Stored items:
------------------------------------------------------------

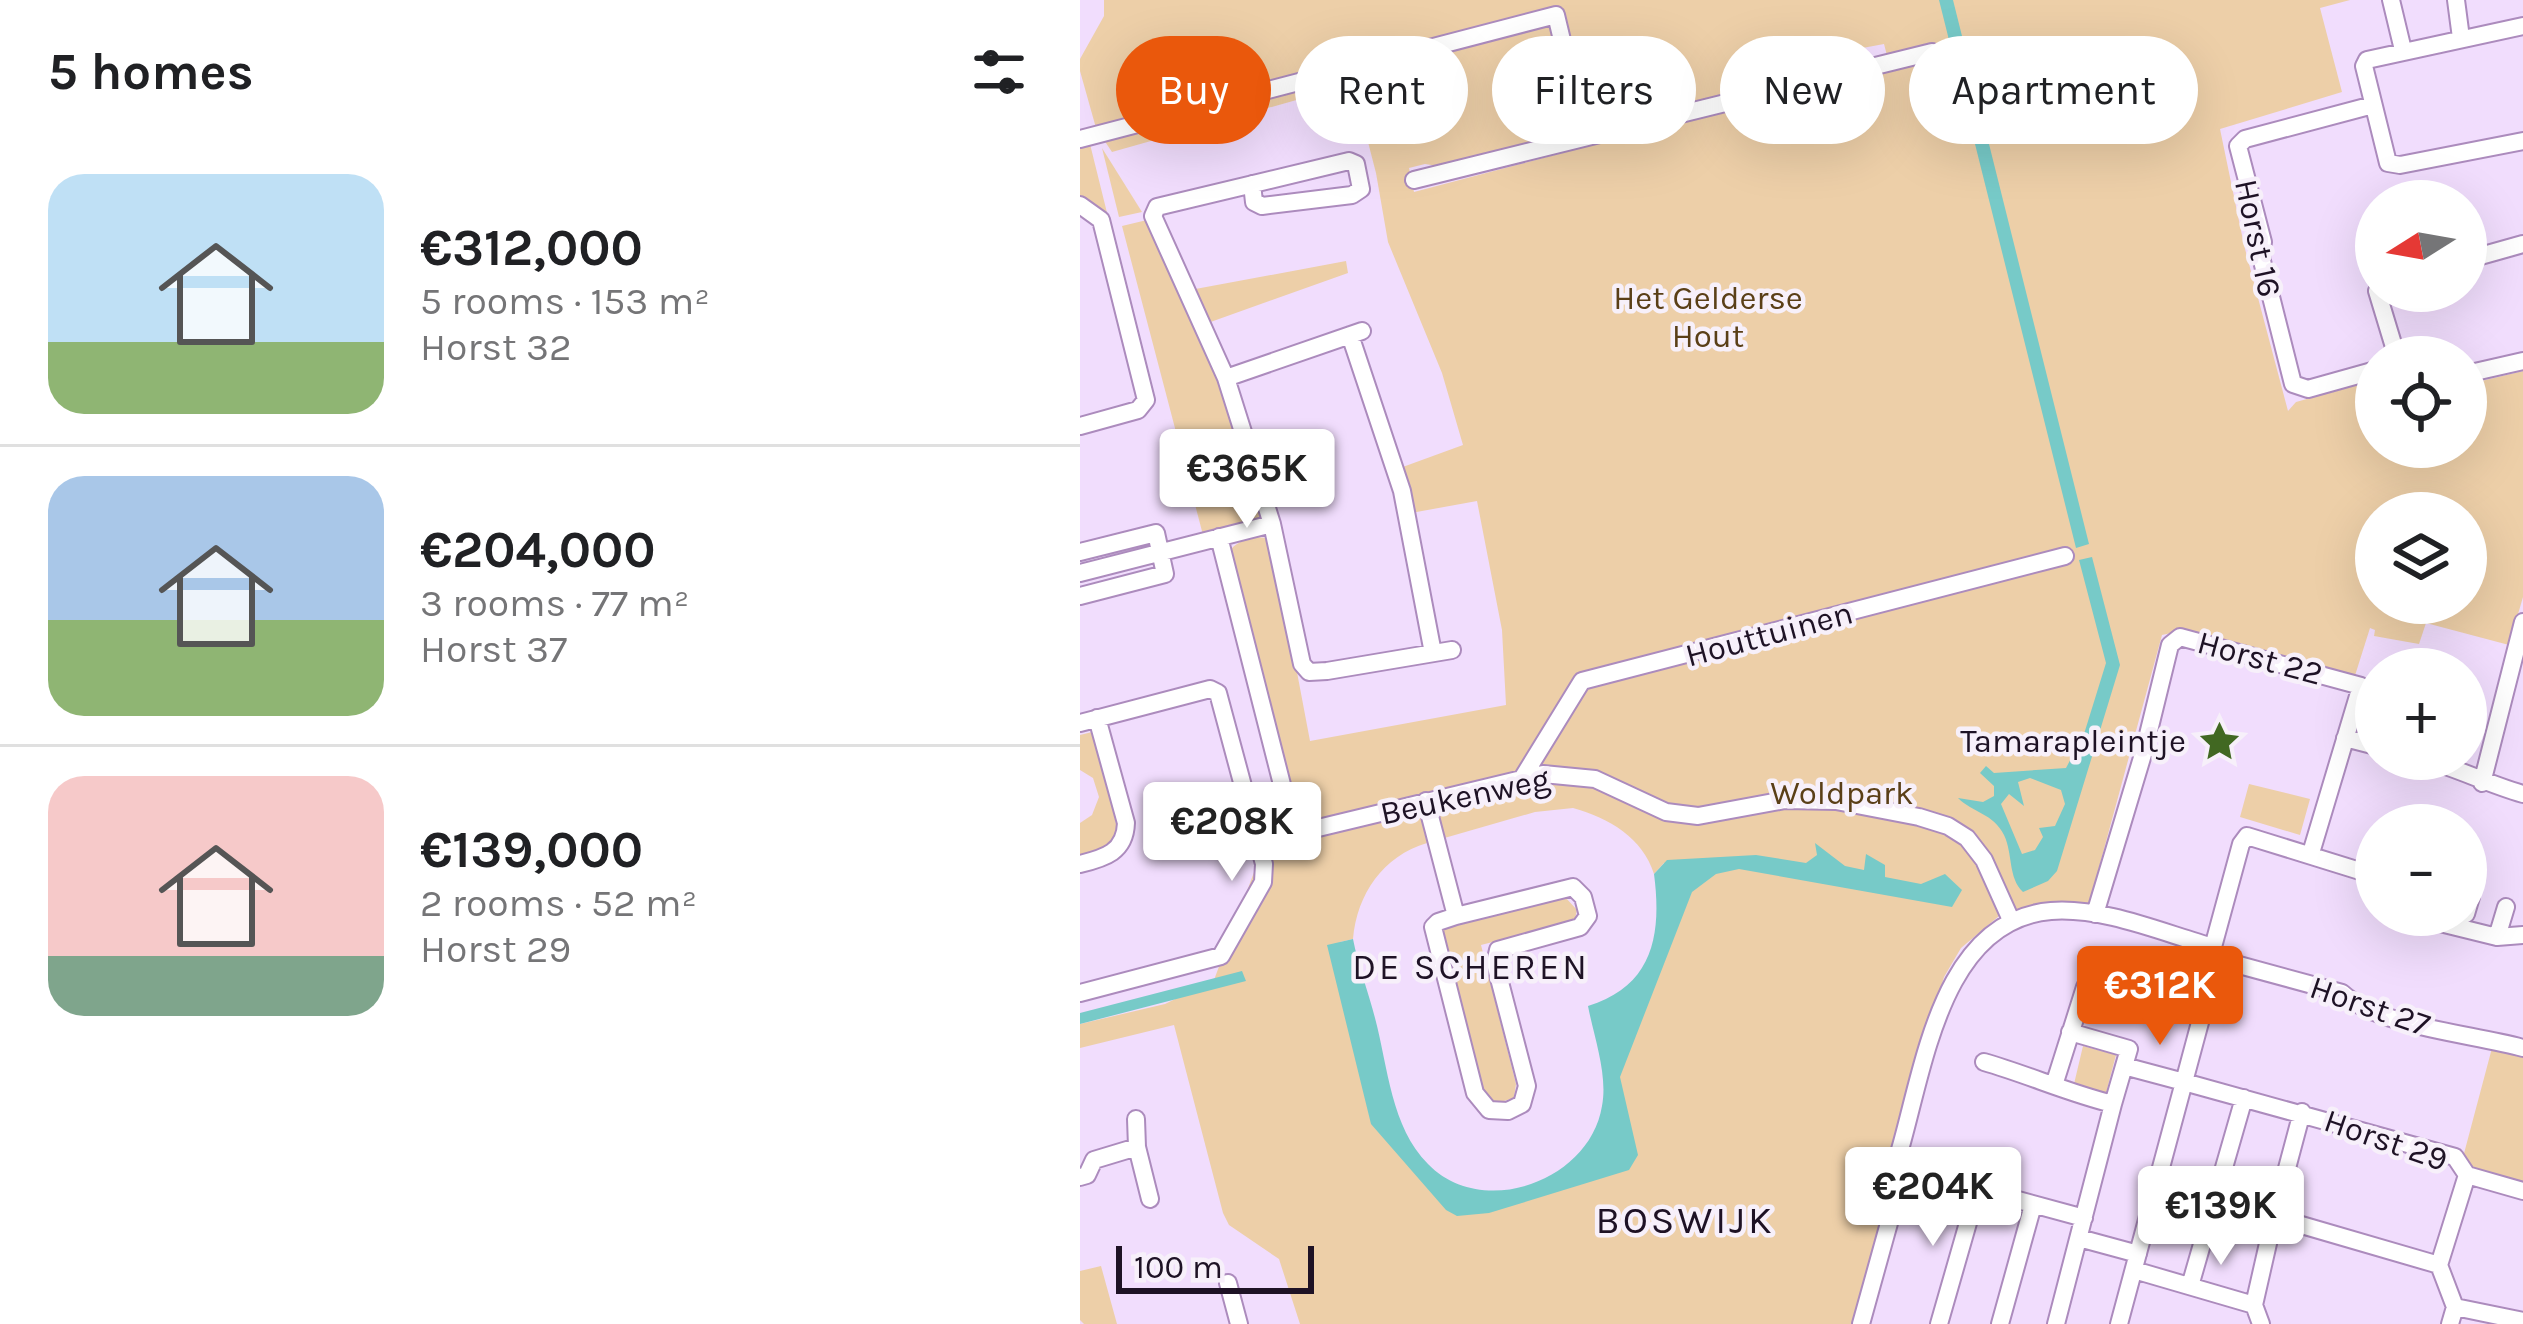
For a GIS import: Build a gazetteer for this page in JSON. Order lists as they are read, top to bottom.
{
  "streets": {
    "street": [
      "Horst 16",
      "Houttuinen",
      "Horst 22",
      "Beukenweg",
      "Horst 27",
      "Horst 29"
    ]
  },
  "crossings": [
    ["Houttuinen", "Beukenweg"],
    ["Horst 22", "Horst 27"],
    ["Beukenweg", "Horst 27"]
  ],
  "districts": ["DE SCHEREN", "BOSWIJK"],
  "parks": ["Het Gelderse Hout", "Woldpark"],
  "places": {
    "place": ["Tamarapleintje"]
  },
  "scale_bar": "100 m",
  "north": "left",
  "page": {
    "heading": "5 homes",
    "chip": [
      "Buy",
      "Rent",
      "Filters",
      "New",
      "Apartment"
    ],
    "list": [
      {
        "name": "€312,000",
        "note": "5 rooms · 153 m² · Horst 32"
      },
      {
        "name": "€204,000",
        "note": "3 rooms · 77 m² · Horst 37"
      },
      {
        "name": "€139,000",
        "note": "2 rooms · 52 m² · Horst 29"
      }
    ],
    "map_buttons": ["+", "−"],
    "price": [
      "€365K",
      "€208K",
      "€312K",
      "€204K",
      "€139K"
    ],
    "scale": "100 m"
  }
}
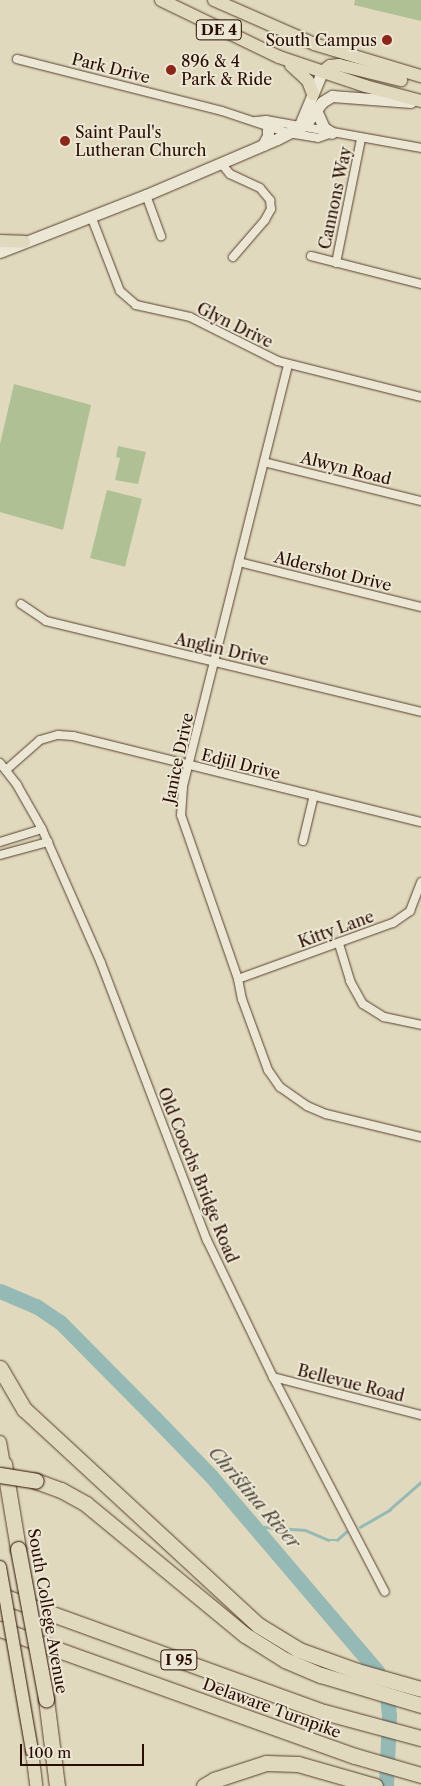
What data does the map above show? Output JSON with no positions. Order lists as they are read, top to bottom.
{
  "streets": {
    "highway": ["South College Avenue", "I 95", "Delaware Turnpike"],
    "main road": ["DE 4"],
    "street": [
      "Park Drive",
      "Cannons Way",
      "Glyn Drive",
      "Alwyn Road",
      "Aldershot Drive",
      "Anglin Drive",
      "Janice Drive",
      "Edjil Drive",
      "Kitty Lane",
      "Old Coochs Bridge Road",
      "Bellevue Road"
    ]
  },
  "crossings": [
    ["Park Drive", "Cannons Way"],
    ["Glyn Drive", "Janice Drive"],
    ["Alwyn Road", "Janice Drive"],
    ["Aldershot Drive", "Janice Drive"],
    ["Anglin Drive", "Janice Drive"],
    ["Janice Drive", "Edjil Drive"],
    ["Janice Drive", "Kitty Lane"],
    ["Edjil Drive", "Old Coochs Bridge Road"],
    ["Old Coochs Bridge Road", "Bellevue Road"]
  ],
  "water": ["Christina River"],
  "places": ["South Campus", "896 & 4 Park & Ride", "Saint Paul's Lutheran Church"],
  "scale_bar": "100 m"
}
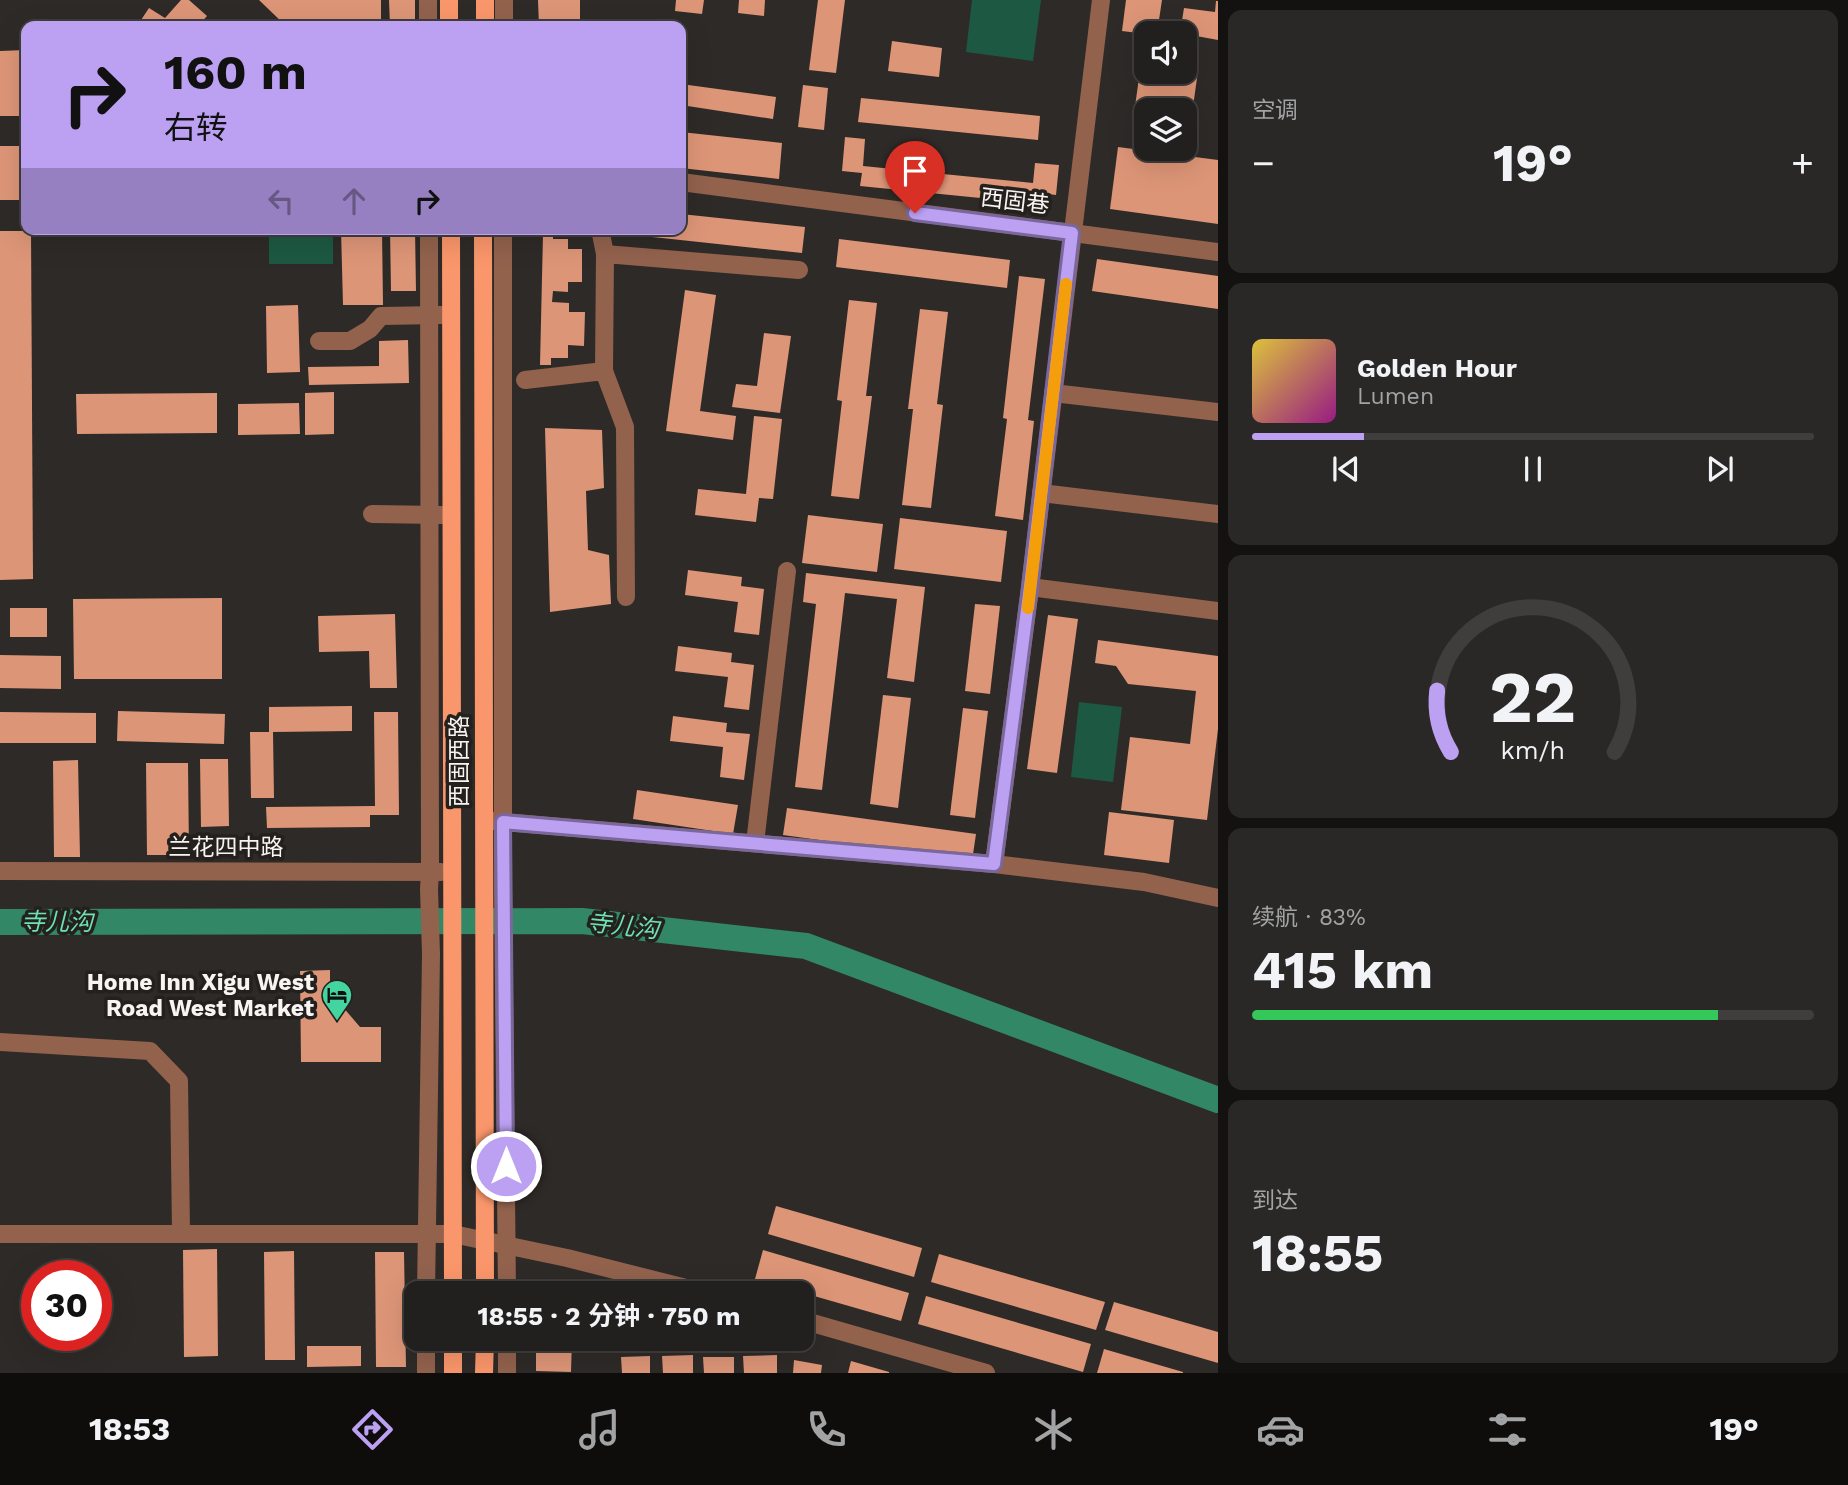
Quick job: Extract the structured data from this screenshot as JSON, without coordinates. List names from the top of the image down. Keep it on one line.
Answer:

------------------------------------------------------------

_Problem details_
Every line of the data above should be repeated exactly. Omit the pictures.

_Task solution_
For a GIS import: Build a gazetteer for this page in JSON. Order lists as they are read, top to bottom.
{
  "streets": {
    "street": [
      "Horst 16",
      "Houttuinen",
      "Horst 22",
      "Beukenweg",
      "Horst 27",
      "Horst 29"
    ]
  },
  "crossings": [
    ["Houttuinen", "Beukenweg"],
    ["Horst 22", "Horst 27"],
    ["Beukenweg", "Horst 27"]
  ],
  "districts": ["DE SCHEREN", "BOSWIJK"],
  "parks": ["Het Gelderse Hout", "Woldpark"],
  "places": {
    "place": ["Tamarapleintje"]
  },
  "scale_bar": "100 m",
  "north": "left",
  "page": {
    "heading": "5 homes",
    "chip": [
      "Buy",
      "Rent",
      "Filters",
      "New",
      "Apartment"
    ],
    "list": [
      {
        "name": "€312,000",
        "note": "5 rooms · 153 m² · Horst 32"
      },
      {
        "name": "€204,000",
        "note": "3 rooms · 77 m² · Horst 37"
      },
      {
        "name": "€139,000",
        "note": "2 rooms · 52 m² · Horst 29"
      }
    ],
    "map_buttons": ["+", "−"],
    "price": [
      "€365K",
      "€208K",
      "€312K",
      "€204K",
      "€139K"
    ],
    "scale": "100 m"
  }
}
What data does the map above show? Output JSON with no positions. Order lists as they are read, top to bottom.
{
  "streets": {
    "highway": ["South College Avenue", "I 95", "Delaware Turnpike"],
    "main road": ["DE 4"],
    "street": [
      "Park Drive",
      "Cannons Way",
      "Glyn Drive",
      "Alwyn Road",
      "Aldershot Drive",
      "Anglin Drive",
      "Janice Drive",
      "Edjil Drive",
      "Kitty Lane",
      "Old Coochs Bridge Road",
      "Bellevue Road"
    ]
  },
  "crossings": [
    ["Park Drive", "Cannons Way"],
    ["Glyn Drive", "Janice Drive"],
    ["Alwyn Road", "Janice Drive"],
    ["Aldershot Drive", "Janice Drive"],
    ["Anglin Drive", "Janice Drive"],
    ["Janice Drive", "Edjil Drive"],
    ["Janice Drive", "Kitty Lane"],
    ["Edjil Drive", "Old Coochs Bridge Road"],
    ["Old Coochs Bridge Road", "Bellevue Road"]
  ],
  "water": ["Christina River"],
  "places": ["South Campus", "896 & 4 Park & Ride", "Saint Paul's Lutheran Church"],
  "scale_bar": "100 m"
}
Quick job: Extract the structured data from this screenshot as JSON, without coordinates. List names from the top of the image down. Keep it on one line.
Answer:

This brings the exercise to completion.